As long as the dns servers are still respoding, the website and email notification work - I’m not worried about it. Stats are only “nice to have features”
Failure of NTHFs is a significant datum that indicates other potential system failures. Absent an understanding of the complete system architecture and the root causes of this inconvenience, one cannot rule out other types of failures, up to and including total system collapse.
Admittedly, my viewpoint derives from my time engineering safety-critical systems, where “No anomalous event is trivial” is a guiding principle.
One of the clickhouse database clusters (the one processing the DNS logs) ran out of disk space some days ago. In the process of cleaning that up I upgraded ClickHouse itself and the new version didn’t support (or the operator configuring it disabled?) the “default user” some components had been using. (All sorts of things went slightly sideways, lots of improvements to the setup and disk usage were made).
I only had time to fix the more critical parts right then and only got the data-api fixed today.
The code change was small, most of the changes were in the clickhouse configuration, Vault (that’s securely storing things like password) and in the Flux configuration that’s deploying the software.
@MagicNTP I missed that the tool that updates the status page graphs also query clickhouse; I’ll add that query to the data-api tool to have it consolidated.
Yeah, I was disappointed it took me so long to get it fixed. I usually have better luck judging risk so I do maintenance and changes according to the time / energy / awareness I have available to follow-up if something goes wrong.
(As an example, I have some big updates to the monitoring system about ready but I’ve been traveling so the changes are safely held back in just the development system).
I’m running into problems with NTP server checking (and is thus unable to add more servers to the pool).
It worked fine around six hours ago, and I added one server successfully. Now I’m trying to add a couple more and always end up with this message:
Could not decode NTP response from trace server
I ran ntpdate -q from two machines on the opposite sides of the globe, and it worked fine.
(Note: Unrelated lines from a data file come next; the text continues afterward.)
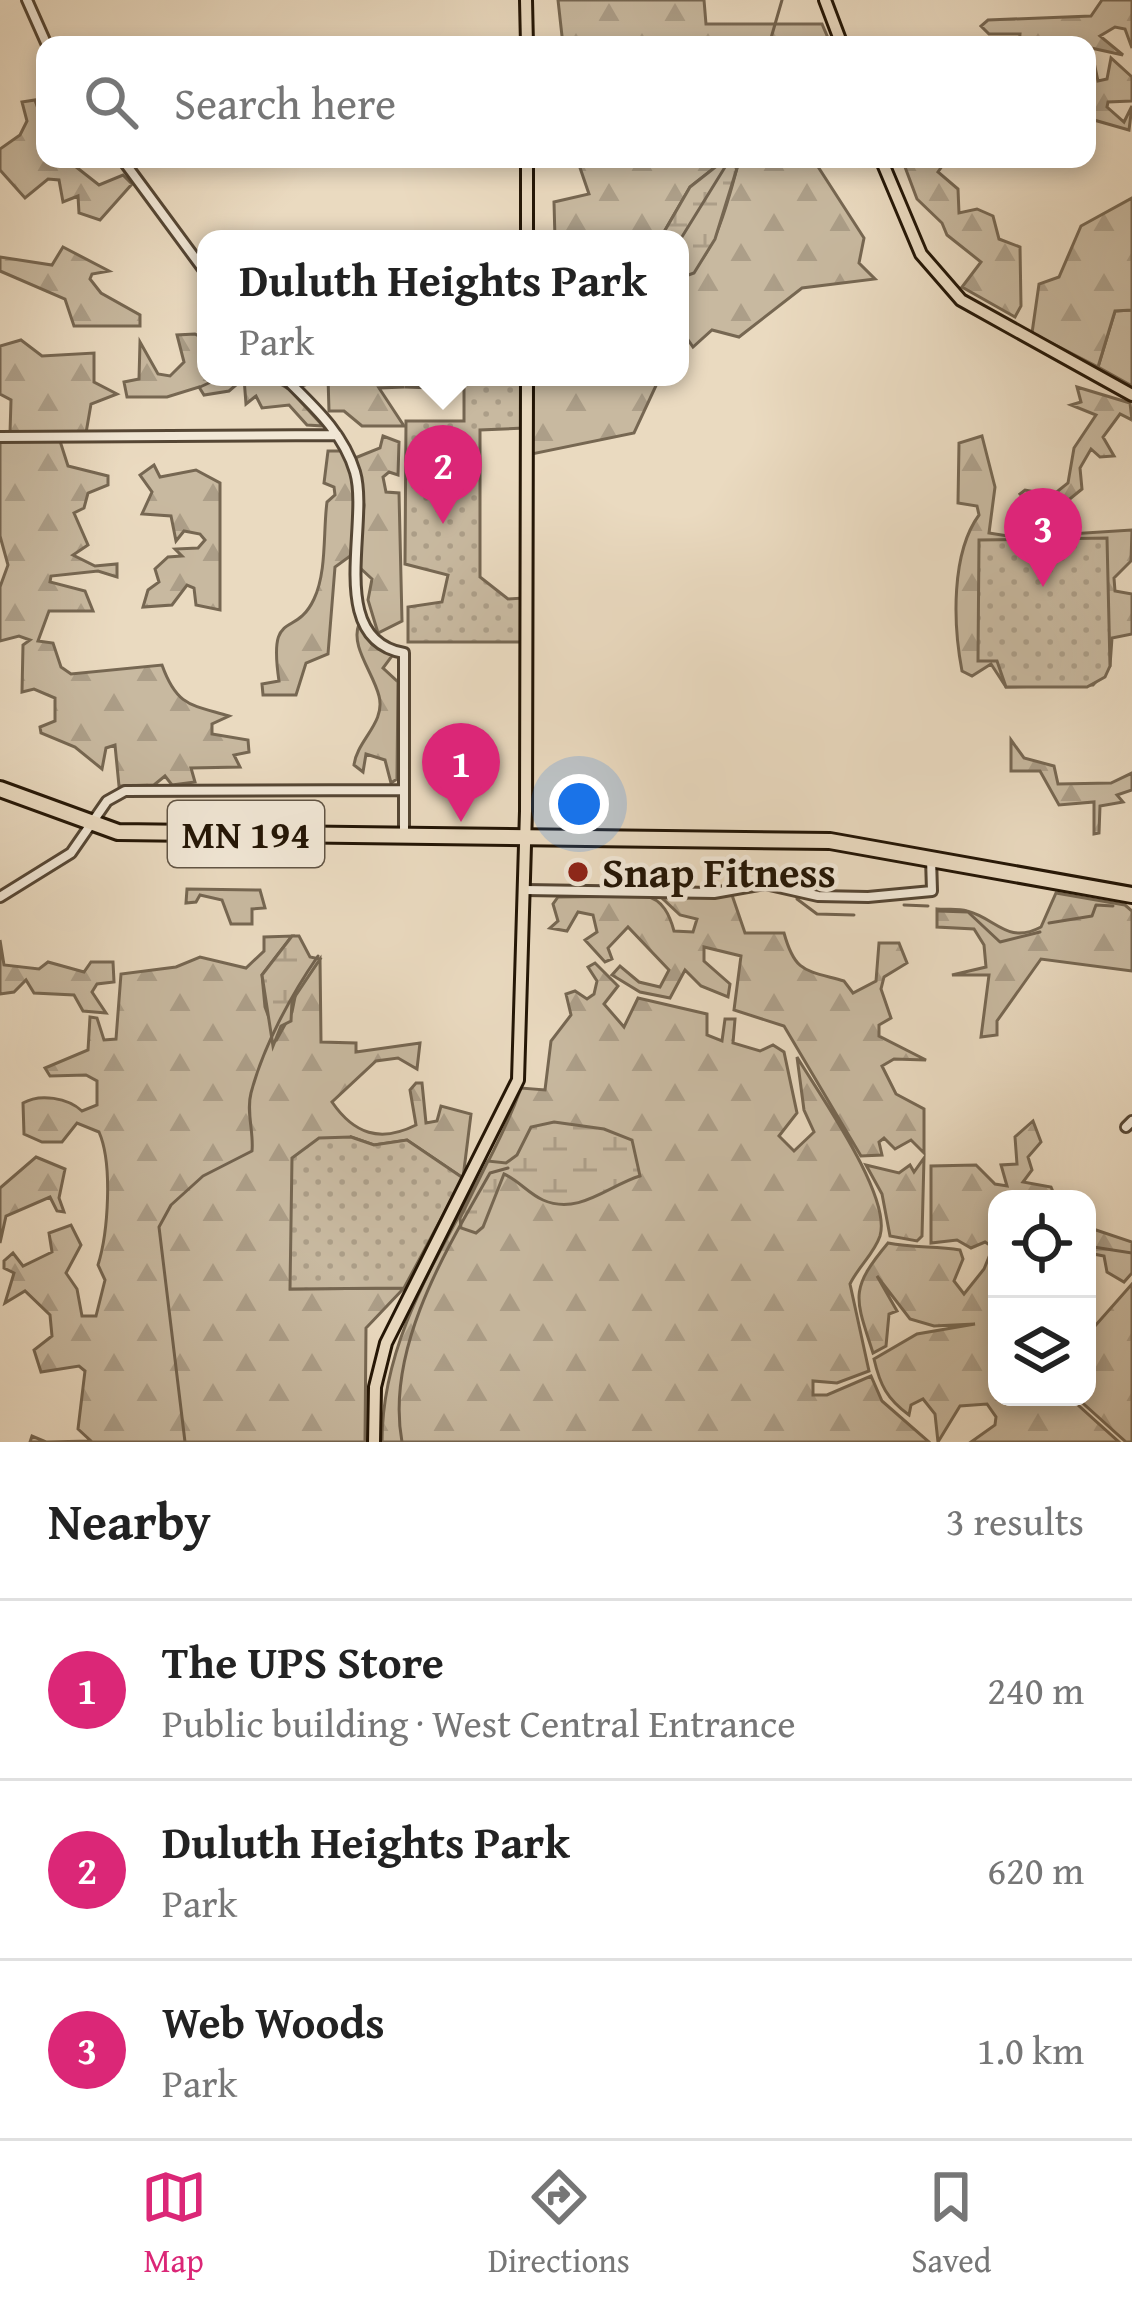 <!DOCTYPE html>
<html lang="en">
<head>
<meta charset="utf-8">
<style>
  :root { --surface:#fff; --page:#f6f6f6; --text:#222; --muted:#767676; --line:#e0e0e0; --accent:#db2777 }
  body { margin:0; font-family:"Gentium Book Plus",serif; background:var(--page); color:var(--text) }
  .controls { position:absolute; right:36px; bottom:36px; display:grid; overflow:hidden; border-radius:24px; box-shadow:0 6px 18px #0003 }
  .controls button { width:108px; height:108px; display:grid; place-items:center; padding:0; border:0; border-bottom:3px solid var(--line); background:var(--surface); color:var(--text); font:60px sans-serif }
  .you { position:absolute; left:579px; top:804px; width:42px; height:42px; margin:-30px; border:9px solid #fff; border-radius:50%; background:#1a73e8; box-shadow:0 0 0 18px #1a73e833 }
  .badge { display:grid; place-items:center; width:78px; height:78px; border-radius:50%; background:var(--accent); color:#fff; font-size:39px; font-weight:700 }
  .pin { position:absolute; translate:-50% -99px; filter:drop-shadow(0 3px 6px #0008) }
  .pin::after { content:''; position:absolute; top:63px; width:42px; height:36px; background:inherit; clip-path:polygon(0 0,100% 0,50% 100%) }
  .popup { position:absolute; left:197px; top:230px; width:492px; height:156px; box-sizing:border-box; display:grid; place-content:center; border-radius:24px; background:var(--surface); filter:drop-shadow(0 3px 9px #0005); font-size:39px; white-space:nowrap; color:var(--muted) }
  .popup b { font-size:45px; color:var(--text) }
  .popup::after { content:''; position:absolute; left:50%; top:100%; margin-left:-24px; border:24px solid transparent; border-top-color:var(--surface) }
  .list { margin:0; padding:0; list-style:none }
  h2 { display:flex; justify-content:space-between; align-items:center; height:156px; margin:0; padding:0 48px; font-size:51px }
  h2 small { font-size:39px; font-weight:400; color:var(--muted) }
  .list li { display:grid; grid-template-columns:78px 1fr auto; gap:36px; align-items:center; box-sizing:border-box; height:180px; padding:0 48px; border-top:3px solid var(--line) }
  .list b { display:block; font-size:45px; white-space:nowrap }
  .list p { margin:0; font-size:39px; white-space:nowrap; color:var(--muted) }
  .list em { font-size:39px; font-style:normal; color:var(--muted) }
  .icon { flex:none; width:66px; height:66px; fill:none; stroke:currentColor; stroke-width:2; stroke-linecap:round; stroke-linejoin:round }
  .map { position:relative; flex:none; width:1132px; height:1442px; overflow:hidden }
  .search { position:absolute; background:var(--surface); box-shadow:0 6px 18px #0003; left:36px; right:36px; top:36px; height:132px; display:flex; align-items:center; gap:30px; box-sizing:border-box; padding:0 42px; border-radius:24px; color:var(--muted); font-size:45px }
  .sheet { height:696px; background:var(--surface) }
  nav { display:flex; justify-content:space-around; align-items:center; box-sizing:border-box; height:168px; border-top:3px solid var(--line); background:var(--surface); font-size:33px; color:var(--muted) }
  nav a { display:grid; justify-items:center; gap:6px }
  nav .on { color:var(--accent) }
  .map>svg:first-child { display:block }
</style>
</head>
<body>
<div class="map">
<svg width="1132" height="1442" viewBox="0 0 1132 1442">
  <defs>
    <pattern id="forest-firs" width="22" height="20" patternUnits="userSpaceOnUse" patternTransform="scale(3)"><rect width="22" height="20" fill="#c8b9a0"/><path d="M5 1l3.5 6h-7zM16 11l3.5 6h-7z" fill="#ac9e88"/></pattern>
    <pattern id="wetland-marsh" width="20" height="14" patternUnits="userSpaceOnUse" patternTransform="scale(3)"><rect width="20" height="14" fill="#c8b9a0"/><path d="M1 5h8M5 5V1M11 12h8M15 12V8" fill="none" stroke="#ac9e88"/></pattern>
    <pattern id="park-dots" width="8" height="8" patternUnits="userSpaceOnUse" patternTransform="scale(3)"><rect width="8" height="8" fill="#c8b9a0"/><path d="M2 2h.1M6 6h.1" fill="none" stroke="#ac9e88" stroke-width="1.8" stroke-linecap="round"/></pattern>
  </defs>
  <rect width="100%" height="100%" fill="#eadac0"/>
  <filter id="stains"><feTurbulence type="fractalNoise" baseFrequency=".00167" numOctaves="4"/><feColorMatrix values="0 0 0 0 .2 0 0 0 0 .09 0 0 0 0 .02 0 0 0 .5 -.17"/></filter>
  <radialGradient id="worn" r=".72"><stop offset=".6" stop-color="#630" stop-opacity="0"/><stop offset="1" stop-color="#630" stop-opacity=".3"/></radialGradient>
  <path fill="#c8b9a0" stroke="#766752" stroke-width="3" d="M1132,310V386L1098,367L1115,311Z"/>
  <path fill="url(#forest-firs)" stroke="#766752" stroke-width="3" d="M558,0H704L706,24H822L831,45H563Z
    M1102,0H1132V48L1125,29L1115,27L1100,36L1123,55L1091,48L1098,81L1107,79L1111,58L1132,77V101L1108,102L1107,107L1124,122L1132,106L1129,130L1087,118V45H1019L1020,34H989L981,26L988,20L1091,16Z
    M35,100L45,129V159H66L99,185L123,175L132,184L100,220L79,213L78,196L63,202L59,180L48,179L25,198L0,170V149L20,135L27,121L22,102Z
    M577,159H813L864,238L859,263L875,279L802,288L739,337L712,330L693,347L680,328V278C713,265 728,201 737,168L723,161L690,187L660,239H555L554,202L589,194Z
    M902,159H947L938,172L958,189L959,213L977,209L993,216L999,239L1020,247L1021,306L1015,317L962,287L981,262L947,235L942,223L917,199Z
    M1132,198V310L1115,311L1098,367L1032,333L1039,284L1059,277L1081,226Z
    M63,247L109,271L92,274L90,279L101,293L140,315V326H74L65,299L0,271V257L52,265Z
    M195,334L206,340V377H278L323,426L307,425L289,405L262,408L256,396L246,404L244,378L229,391L204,395L199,387L167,397H127L124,382L139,379L140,342L158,374L170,376L184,362L177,335Z
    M21,340L42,356L94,353V382L117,394L91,404L86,433H10L11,400L0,394V346Z
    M328,377H403V387L379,388L404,426H362L344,411H329Z
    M530,377H660L634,433L527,455Z
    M1077,387L1130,403L1132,420L1120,414L1103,437L1114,456L1100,457L1091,449L1080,468L1082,489L1044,520L1020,494L1025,490L1053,495L1068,483L1074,448L1096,415L1071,405L1081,402Z
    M383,436L399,442L398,475L389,472L383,477L386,492L399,493L402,621L378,633L368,600L372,579L358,566L364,505L355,458L380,448Z
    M982,436L995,487L989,533L1014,537L1049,527L1054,535L1132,530L1131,561L1114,578L1115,591L1132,594V634L1112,638L1110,666L1093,685L1006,687L991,664L972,676L962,671C953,624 951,553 979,515L977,506L958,503L959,443Z
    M0,440L60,441L68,466L108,476V485L88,493L84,508L74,513L88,545L73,555L95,566L117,564V577L98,571L51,576L50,582L85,591L93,611H49L38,641L53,643L61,667L71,674L162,665C177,707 192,705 229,716L212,724V734L248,740L249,752L234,755L240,767L191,768L195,782L172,785L165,776L154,785L119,786L115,745L106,748L102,769L75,747L41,733L40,727L55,721V698L34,689L22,692L23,645L30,640L19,636L0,641V587L8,565L0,536Z
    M328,451H345L356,489L353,554L335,567L328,654L306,663L296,695H263L262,684L279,681C268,606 295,640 314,599C327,572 323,531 327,502L335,495L334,487L324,483Z
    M154,465L160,477L196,470L220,483V610L196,605L194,588L187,585L172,605L143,607L148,590L159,582L155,569L168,557L182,556L175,549L198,548L205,540L200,534L184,531L176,541L171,516L142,514L152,492L140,475Z
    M359,624L392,656L383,668L398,682L397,779L391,783L385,760L366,754L363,772L354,765C357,740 386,723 379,696C373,672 350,646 359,624Z
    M1011,740L1024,758L1054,766L1058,784L1111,783L1132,773V790L1117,795L1123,802L1100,806L1099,833L1094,834V802L1059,805L1040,771H1011Z
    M187,889L260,890L265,908L252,909V924H231L222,900L200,895L196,902L186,903Z
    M1056,893L1125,905L1132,911V971L1041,959L997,1021V1035L981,1037L989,975H952L986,967L984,945L974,929L937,927V909C947,910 958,908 967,911C996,918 1007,945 1041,927Z
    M732,895L745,933H784C795,973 805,970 844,981L853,993L876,981L879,943H899L907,963L884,977L881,989L891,1018L879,1025V1036L926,1060L894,1059L882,1066L896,1094L924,1109V1153L911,1140L895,1149L884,1138L879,1142L882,1155L861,1156L784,1026L734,1010L741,956L704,947V961L730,984L728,997L701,986L685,970L670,998L640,992L612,975L620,966L639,982L660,987L669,970L628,927L608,948L612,959L605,962L585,940L597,932L593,915L578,912L567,931L550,928L558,921L553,904L558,897L645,896C663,899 670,916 674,931L693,932L697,919L680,915L662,898Z
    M292,936L262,975L265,1007L277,1039L292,1012L296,992L320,959L321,1042L356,1043V1052L420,1043L417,1069L398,1058L376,1061L332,1102C354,1134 380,1143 416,1125L410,1090L416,1083H422L426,1123L437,1121L441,1106L471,1114L463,1178L407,1140L374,1145L351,1137L291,1289L404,1288L366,1328L365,1442H30L32,1436L46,1442L91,1441L78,1429L85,1371L79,1366L41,1372L34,1350L52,1336L50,1315L25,1291L5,1303L14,1273L4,1268V1261L13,1253L23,1266L52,1252L49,1233L71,1225L81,1245L66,1273L77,1289L82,1316H96L105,1280L98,1265C108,1233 113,1164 99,1132L77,1123L62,1142H42L24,1134L23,1103C40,1093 68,1098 82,1111L97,1105V1081L86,1075L50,1076L45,1068L88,1050L90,1017L97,1018L104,1040L116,1039L121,974L176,967L200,957L246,968L264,951V937Z
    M0,940L4,965L39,969L48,962L84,972L91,962H113L114,982L97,984L92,992L106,1013L83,1011L74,995L34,993L26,980L14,992L0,994Z
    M595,963L618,986L604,1004L624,1027L638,998L707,1014V1035L722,1041L725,1019H735L733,1043L760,1051L773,1045L784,1052L797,1113L779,1136L794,1151L814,1132L804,1110L797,1057C819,1094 892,1196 880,1236C874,1254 858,1267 850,1284L869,1371L837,1383L813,1381V1395H827L871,1376L882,1401L929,1442H382C382,1309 477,1209 521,1088L545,1090L551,1041L571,1015L566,994L575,991L587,999L594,994L597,981L588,967Z
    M1033,1121L1041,1142L1028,1157L1032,1170L1023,1182L1051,1187L1056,1199H997V1397H1069L1119,1442H971L995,1425L996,1417L987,1404L960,1406L938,1442L935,1414L923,1399L911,1405L909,1415C887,1399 880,1385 874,1359L917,1334L975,1324L934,1326L910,1319L877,1276L897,1311L889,1314L886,1346L873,1353C855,1297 849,1290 888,1243C913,1248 935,1246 960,1250L963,1259L954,1281L964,1294L984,1269L993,1247L985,1242L971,1248L957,1240L931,1243V1166L976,1165L995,1184L1007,1186L1001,1165L1017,1164L1015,1137Z
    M36,1157L65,1169L59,1198L64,1212L57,1211L50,1197L6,1216L0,1243V1188Z
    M924,1158L922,1236L917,1241L890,1236L882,1194L866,1165L899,1173L910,1165L914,1172Z
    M1087,1227L1132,1242V1273L1124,1282L1107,1272L1104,1256L1093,1254L1087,1261Z
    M1132,1284V1442H1126L1076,1397H1087V1335Z"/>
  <path fill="url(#wetland-marsh)" stroke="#766752" stroke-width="3" d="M723,161L737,168L715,239L694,273L680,278V239H660L690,187Z
    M292,936H299L310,957L320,959L292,1001L291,1021L281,1026L273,1046L262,975Z
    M554,1122L604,1129L632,1140L640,1176C609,1185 579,1216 543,1200C529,1194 518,1180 504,1174L483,1227L476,1233L461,1228L460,1218L488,1161L506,1163L517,1155L531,1127Z"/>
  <path fill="url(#park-dots)" stroke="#766752" stroke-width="3" d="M406,377H524V428L480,430V577L508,599L523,598L521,642H408V607L442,602L448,575L405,564L406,421H464V389L406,387Z
    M1107,538L1110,666L1105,677L1087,687H1006L997,661H978L979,540Z
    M351,1137L374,1145L407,1140L463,1178L404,1288L290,1289L292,1158L319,1138Z"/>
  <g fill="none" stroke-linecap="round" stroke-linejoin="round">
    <path stroke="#72634f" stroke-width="3" d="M769,45L782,0
      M680,240L730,159
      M269,377L287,388
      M373,377L401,379
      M410,378L461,377
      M331,380L360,377
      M302,386L321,379
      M200,387L222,377
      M797,899L817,914L854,915
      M904,905L928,906
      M938,911L968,912L1000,942L1040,932
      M1049,923L1092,916L1096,905L1113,906
      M1087,1246L1132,1253
      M185,1442L159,1227L171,1205L203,1176L252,1151C254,1132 246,1112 251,1093C263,1047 291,995 318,956
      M402,1442C385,1349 446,1250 490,1173L508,1168"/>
    <g stroke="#554634" stroke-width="14">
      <path id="minor" d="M27,0L47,45
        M122,159L206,273
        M284,377C313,406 343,432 355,472C370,524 325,639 404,653V834
        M0,437L337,435
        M525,890L714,893L765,884L818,896L868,897L932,891L931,858
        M0,897L71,853L107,801L125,791L404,790
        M1126,1127L1132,1121"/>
    </g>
    <g stroke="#231505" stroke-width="16">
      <path id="major" d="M526,0L527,45
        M825,0L842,45
        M527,159V239
        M881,159L921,254L961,300L1132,395
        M374,1442L375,1387L386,1343L518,1080L526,811L527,377"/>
    </g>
    <g stroke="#231505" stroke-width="20">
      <path id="highway" d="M0,789L118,832L830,841L1132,895"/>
    </g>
    <use href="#minor" stroke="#f1e7d6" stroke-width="8"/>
    <use href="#major" stroke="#eadac0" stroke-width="10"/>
    <use href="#highway" stroke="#eadac0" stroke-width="14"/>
  </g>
  <circle fill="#8f2418" stroke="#f1e7d6" stroke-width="4.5" cx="578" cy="872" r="12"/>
  <g text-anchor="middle" stroke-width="9" stroke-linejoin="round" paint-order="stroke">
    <rect fill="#f1e7d6" stroke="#615444" stroke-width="3" x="168" y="801" width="156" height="66" rx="9"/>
    <g font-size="39" font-weight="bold" fill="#231505">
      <text x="246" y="848">MN 194</text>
    </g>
    <g font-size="42" font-weight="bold" fill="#231505" stroke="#f1e7d6" text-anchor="start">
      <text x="602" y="887">Snap Fitness</text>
    </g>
  </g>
  <rect width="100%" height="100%" filter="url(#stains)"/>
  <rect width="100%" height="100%" fill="url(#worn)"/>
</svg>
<div class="controls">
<button><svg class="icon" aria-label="locate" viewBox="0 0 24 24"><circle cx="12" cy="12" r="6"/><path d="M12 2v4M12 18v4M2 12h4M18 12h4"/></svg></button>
<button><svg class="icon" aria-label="layers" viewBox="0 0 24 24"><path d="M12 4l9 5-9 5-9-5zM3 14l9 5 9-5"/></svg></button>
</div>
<div class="you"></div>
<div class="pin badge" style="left:461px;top:822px">1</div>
<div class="pin badge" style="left:443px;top:524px">2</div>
<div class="popup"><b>Duluth Heights Park</b>Park</div>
<div class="pin badge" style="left:1043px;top:587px">3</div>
<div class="search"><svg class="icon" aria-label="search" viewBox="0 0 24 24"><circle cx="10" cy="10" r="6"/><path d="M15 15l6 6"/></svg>Search here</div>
</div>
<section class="sheet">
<h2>Nearby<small>3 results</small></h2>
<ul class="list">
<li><span class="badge">1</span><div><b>The UPS Store</b><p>Public building · West Central Entrance</p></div><em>240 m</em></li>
<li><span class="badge">2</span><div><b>Duluth Heights Park</b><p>Park</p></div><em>620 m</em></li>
<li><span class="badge">3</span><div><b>Web Woods</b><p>Park</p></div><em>1.0 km</em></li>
</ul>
</section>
<nav>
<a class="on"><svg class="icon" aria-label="map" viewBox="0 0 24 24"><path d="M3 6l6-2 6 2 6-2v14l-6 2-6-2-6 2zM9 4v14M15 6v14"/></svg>Map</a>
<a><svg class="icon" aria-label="directions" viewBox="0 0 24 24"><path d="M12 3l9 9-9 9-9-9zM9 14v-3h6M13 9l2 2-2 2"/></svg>Directions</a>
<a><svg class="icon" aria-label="saved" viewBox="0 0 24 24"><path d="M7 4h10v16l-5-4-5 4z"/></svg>Saved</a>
</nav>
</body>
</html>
Moreover, the check fails for time.cloudflare.com (162.159.200.1) and time.google.com (216.239.35.4).
Yeah, thanks for pointing it out (and to the operator who emailed the help address).
I’m not actually sure what happened. The production monitoring API got timeouts connecting to the MQTT broker. The beta and development instances were working fine, the monitors were connecting fine to MQTT too. It hasn’t happened before and it’s not clear why it did now.
The system has a fallback for checking NTP servers if the path via the monitoring system doesn’t work, but that didn’t work either (and that code path isn’t covered by tracing).